[Activity]: Only the lines containing "stream" should appear in the answer, copied from the listing below.
*** Opening The data ***
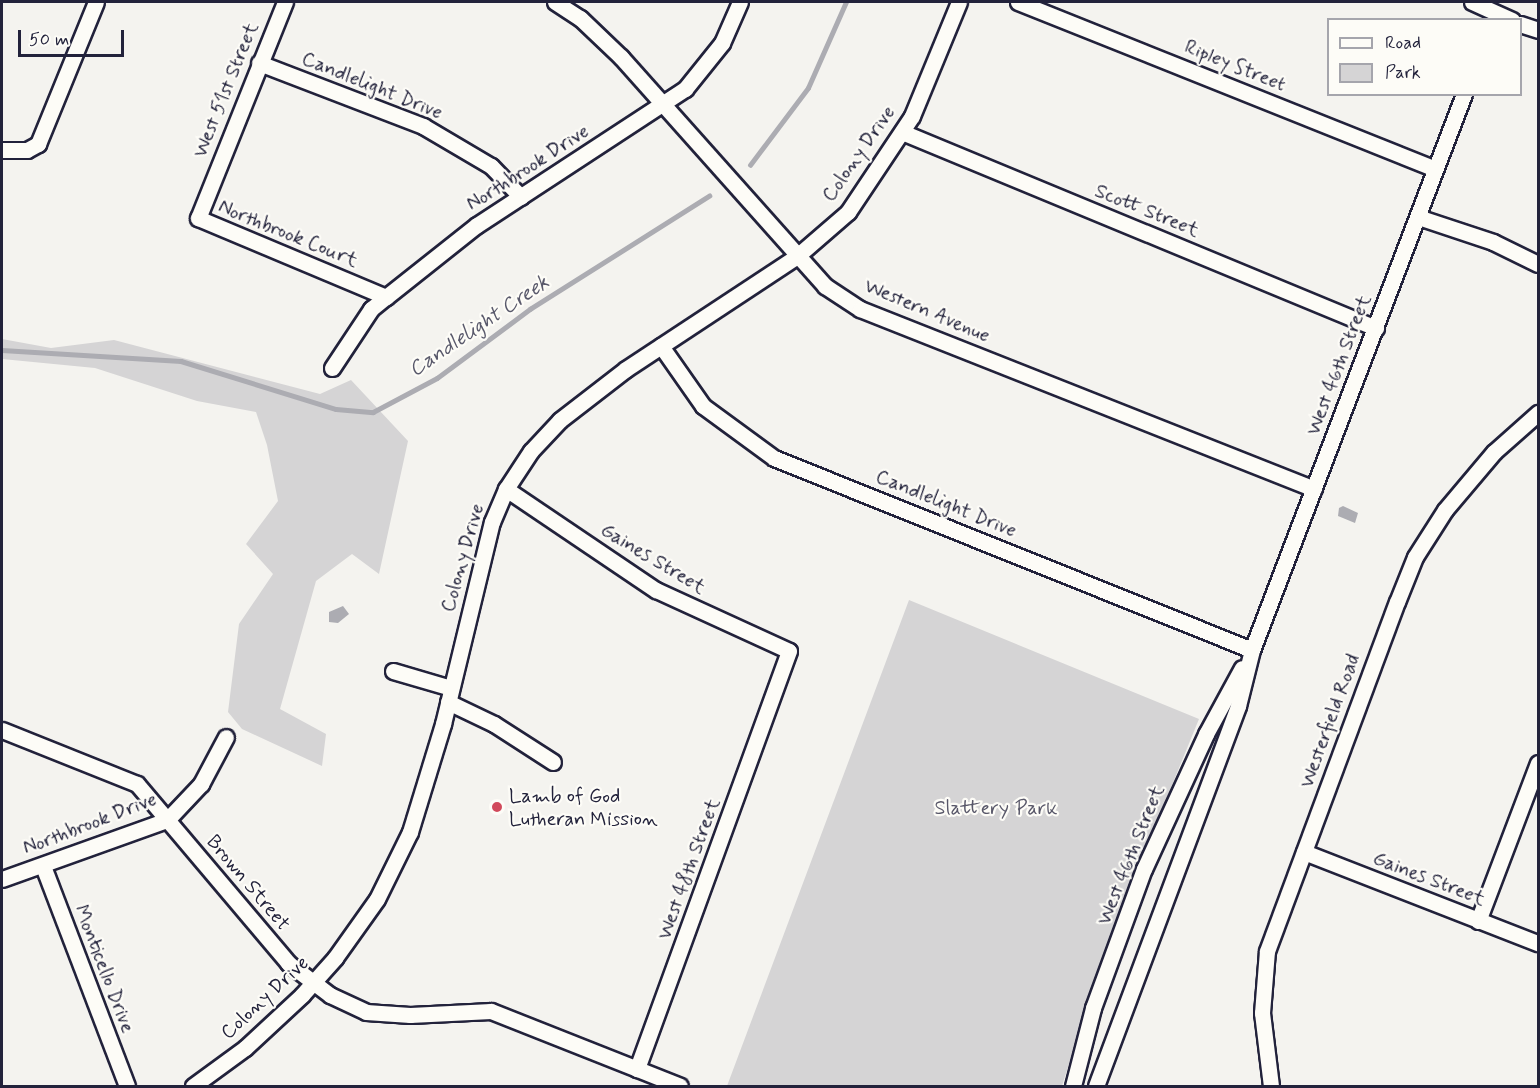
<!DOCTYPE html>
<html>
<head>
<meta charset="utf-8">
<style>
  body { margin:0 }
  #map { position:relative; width:1540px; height:1088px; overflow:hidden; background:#f4f3ef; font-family:Mynerve,sans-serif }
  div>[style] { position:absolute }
  .green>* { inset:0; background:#d5d4d5 }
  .water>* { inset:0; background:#acacb2 }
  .stream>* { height:4.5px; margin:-2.25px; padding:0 2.25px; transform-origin:2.25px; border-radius:2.25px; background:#acacb2 }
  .roads { filter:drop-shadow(2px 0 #22223b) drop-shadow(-2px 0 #22223b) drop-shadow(0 2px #22223b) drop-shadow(0 -2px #22223b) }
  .minor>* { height:15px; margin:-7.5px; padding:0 7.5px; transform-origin:7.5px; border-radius:7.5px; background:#fdfcf7 }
  .dots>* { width:16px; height:16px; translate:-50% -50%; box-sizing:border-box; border:3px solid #fdfcf7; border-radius:50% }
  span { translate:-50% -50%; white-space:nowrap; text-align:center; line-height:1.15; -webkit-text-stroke:4.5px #fdfcf7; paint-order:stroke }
  .street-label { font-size:20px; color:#22223b }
  .poi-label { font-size:20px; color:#22223b }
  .left { translate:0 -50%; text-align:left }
  .park-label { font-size:20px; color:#585769 }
  .water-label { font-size:21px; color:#59596b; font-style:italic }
  .frame { position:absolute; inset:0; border:3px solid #22223b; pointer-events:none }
  .legend { position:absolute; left:1327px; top:18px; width:195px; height:78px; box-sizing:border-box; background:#fdfcf7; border:2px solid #a5a5ac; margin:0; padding:8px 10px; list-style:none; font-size:18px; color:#22223b }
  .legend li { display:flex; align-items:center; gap:12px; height:30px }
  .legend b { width:30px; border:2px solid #a5a5ac }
  .scale { position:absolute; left:18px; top:30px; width:106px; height:27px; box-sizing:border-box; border:3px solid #22223b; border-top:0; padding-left:8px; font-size:18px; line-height:21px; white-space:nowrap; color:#22223b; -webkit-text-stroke:4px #fdfcf7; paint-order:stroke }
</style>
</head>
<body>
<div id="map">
  <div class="green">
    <i style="clip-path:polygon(2px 339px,51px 348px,114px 340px,320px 394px,351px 380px,408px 441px,379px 574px,352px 554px,316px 581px,280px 709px,326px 734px,322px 766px,242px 729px,228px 712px,239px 624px,273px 574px,246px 544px,278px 501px,267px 445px,256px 412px,197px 401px,95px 368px,2px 359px)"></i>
    <i style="clip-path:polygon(909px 600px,1199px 719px,1107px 944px,1062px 1086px,727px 1086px)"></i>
  </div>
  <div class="water">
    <i style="clip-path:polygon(1343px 506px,1358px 513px,1355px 523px,1338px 516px,1339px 508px)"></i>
    <i style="clip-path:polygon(343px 606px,349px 614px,338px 623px,329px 622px,329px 612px)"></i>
  </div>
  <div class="stream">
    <i style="left:750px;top:165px;width:96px;rotate:-53deg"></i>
    <i style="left:808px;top:88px;width:94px;rotate:-66.2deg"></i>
    <i style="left:2px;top:350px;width:179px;rotate:3.5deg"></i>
    <i style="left:181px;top:361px;width:162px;rotate:17.2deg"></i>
    <i style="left:336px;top:409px;width:37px;rotate:5deg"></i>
    <i style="left:373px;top:412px;width:72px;rotate:-28deg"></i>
    <i style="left:437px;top:378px;width:116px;rotate:-36.6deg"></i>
    <i style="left:530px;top:309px;width:212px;rotate:-32.3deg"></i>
  </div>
  <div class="roads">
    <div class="minor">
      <i style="left:285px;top:2px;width:233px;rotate:111.9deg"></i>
      <i style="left:198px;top:218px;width:204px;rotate:22.8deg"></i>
      <i style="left:555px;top:2px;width:30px;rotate:33deg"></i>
      <i style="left:580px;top:18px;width:57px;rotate:43.6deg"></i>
      <i style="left:621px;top:57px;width:307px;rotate:48.3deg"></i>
      <i style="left:825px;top:286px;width:42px;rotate:33.3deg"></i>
      <i style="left:860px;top:309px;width:488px;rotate:21.6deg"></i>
      <i style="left:1018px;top:2px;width:449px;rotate:21.8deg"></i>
      <i style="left:1472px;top:2px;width:44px;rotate:24.2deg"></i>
      <i style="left:1520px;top:24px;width:19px;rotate:18deg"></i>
      <i style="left:259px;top:63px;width:176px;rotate:21deg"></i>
      <i style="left:423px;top:126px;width:79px;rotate:30.5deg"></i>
      <i style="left:491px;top:166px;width:43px;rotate:45.9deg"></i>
      <i style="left:902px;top:132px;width:513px;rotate:22.47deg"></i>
      <i style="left:2px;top:150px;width:25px"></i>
      <i style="left:27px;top:150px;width:13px;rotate:-29deg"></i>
      <i style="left:38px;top:144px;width:153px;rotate:-67.8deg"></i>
      <i style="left:1418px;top:217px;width:79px;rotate:18.4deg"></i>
      <i style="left:1493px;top:242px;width:50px;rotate:26.1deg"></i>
      <i style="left:661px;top:346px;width:73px;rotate:55deg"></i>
      <i style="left:703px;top:406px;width:88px;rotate:36.2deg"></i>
      <i style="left:774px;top:458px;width:515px;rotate:21.88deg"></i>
      <i style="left:332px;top:368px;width:71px;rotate:-56.5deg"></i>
      <i style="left:371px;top:309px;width:19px;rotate:-39deg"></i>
      <i style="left:386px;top:297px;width:116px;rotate:-38.4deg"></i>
      <i style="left:477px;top:225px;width:249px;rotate:-33.2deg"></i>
      <i style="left:685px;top:89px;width:59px;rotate:-51.2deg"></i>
      <i style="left:722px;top:43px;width:45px;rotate:-66.3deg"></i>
      <i style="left:506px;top:489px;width:181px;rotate:34deg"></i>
      <i style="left:656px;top:590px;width:146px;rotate:24.6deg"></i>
      <i style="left:789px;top:651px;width:445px;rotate:110deg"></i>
      <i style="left:393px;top:671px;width:60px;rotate:16.3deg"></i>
      <i style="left:448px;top:702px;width:51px;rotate:25.6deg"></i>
      <i style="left:494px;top:724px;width:70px;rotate:32.8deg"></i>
      <i style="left:2px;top:730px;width:145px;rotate:21.8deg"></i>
      <i style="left:137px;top:784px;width:234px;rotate:49.8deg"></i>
      <i style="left:288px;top:963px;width:53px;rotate:37.3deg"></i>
      <i style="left:330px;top:995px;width:40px;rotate:25deg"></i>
      <i style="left:366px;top:1012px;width:44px;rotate:3.9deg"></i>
      <i style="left:410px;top:1015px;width:81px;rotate:-2.8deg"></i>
      <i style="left:491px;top:1011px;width:203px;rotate:21.6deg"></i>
      <i style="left:1304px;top:852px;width:251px;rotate:21.3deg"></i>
      <i style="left:43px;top:866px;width:235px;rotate:69.1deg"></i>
      <i style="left:2px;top:879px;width:175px;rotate:-19.7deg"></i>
      <i style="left:167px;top:820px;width:50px;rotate:-46.6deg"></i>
      <i style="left:201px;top:784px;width:53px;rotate:-62deg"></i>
      <i style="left:1478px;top:921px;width:169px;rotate:-69.2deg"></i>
      <i style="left:193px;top:1086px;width:64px;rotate:-36.2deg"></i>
      <i style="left:245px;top:1048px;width:78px;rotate:-42.9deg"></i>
      <i style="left:302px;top:995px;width:50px;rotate:-48.3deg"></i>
      <i style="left:335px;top:958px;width:72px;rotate:-54.6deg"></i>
      <i style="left:377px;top:899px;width:75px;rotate:-63.8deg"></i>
      <i style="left:410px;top:832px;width:113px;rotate:-73deg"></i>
      <i style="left:443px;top:724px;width:208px;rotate:-76.4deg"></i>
      <i style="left:492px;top:522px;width:36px;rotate:-67deg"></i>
      <i style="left:506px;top:489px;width:45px;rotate:-56.7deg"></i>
      <i style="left:531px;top:451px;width:42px;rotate:-46.9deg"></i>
      <i style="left:560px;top:420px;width:83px;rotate:-37.7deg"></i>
      <i style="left:626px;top:369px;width:204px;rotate:-33.4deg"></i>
      <i style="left:796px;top:257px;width:69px;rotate:-40.9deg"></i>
      <i style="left:848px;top:212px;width:115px;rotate:-56.3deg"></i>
      <i style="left:912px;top:116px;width:123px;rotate:-67.6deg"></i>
      <i style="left:1073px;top:1086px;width:81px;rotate:-75.6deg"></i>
      <i style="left:1093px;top:1008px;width:148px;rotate:-69.9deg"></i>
      <i style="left:1144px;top:869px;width:149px;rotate:-65.3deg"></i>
      <i style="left:1206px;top:734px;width:75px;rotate:-61.4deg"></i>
      <i style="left:1096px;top:1086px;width:406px;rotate:-69.5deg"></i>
      <i style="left:1238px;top:706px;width:58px;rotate:-76deg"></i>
      <i style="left:1252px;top:650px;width:595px;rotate:-69.13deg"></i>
      <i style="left:1271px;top:1086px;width:74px;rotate:-97deg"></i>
      <i style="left:1262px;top:1013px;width:62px;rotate:-85.4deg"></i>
      <i style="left:1267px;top:951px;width:372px;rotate:-69.6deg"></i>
      <i style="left:1397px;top:602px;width:48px;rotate:-68.2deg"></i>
      <i style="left:1415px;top:557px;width:56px;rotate:-57.4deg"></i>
      <i style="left:1445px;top:510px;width:76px;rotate:-49.8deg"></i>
      <i style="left:1494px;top:452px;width:59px;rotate:-41.6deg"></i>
    </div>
  </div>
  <div class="dots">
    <i style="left:497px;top:807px;background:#d1495b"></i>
  </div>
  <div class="street-label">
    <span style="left:1235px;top:66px;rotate:22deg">Ripley Street</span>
    <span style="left:372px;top:86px;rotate:22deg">Candlelight Drive</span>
    <span style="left:226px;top:90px;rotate:-68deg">West 51st Street</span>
    <span style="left:859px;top:154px;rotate:-55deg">Colony Drive</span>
    <span style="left:528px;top:168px;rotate:-33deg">Northbrook Drive</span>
    <span style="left:1147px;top:211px;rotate:22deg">Scott Street</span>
    <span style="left:288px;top:234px;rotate:22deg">Northbrook Court</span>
    <span style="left:927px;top:311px;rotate:23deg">Western Avenue</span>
    <span style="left:1339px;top:365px;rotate:-69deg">West 46th Street</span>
    <span style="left:946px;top:504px;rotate:22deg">Candlelight Drive</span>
    <span style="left:463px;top:558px;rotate:-74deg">Colony Drive</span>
    <span style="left:653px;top:559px;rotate:31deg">Gaines Street</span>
    <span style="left:1330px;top:721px;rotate:-70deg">Westerfield Road</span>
    <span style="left:90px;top:824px;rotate:-21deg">Northbrook Drive</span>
    <span style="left:1131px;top:855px;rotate:-68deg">West 46th Street</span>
    <span style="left:689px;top:869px;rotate:-70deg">West 48th Street</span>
    <span style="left:1429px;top:879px;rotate:21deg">Gaines Street</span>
    <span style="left:248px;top:883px;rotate:50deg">Brown Street</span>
    <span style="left:104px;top:969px;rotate:69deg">Monticello Drive</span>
    <span style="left:265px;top:998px;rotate:-43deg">Colony Drive</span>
  </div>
  <div class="poi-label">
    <span class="left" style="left:509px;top:808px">Lamb of God<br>Lutheran Mission</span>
  </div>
  <div class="park-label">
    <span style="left:996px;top:808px">Slattery Park</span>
  </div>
  <div class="water-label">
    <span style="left:479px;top:326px;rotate:-34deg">Candlelight Creek</span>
  </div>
  <div class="frame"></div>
  <ul class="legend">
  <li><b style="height:8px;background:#fdfcf7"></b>Road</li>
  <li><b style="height:16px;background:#d5d4d5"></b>Park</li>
  </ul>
  <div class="scale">50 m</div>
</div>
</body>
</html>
*** Closing The data ***
[Response to the exercise]:
  .stream>* { height:4.5px; margin:-2.25px; padding:0 2.25px; transform-origin:2.25px; border-radius:2.25px; background:#acacb2 }
  <div class="stream">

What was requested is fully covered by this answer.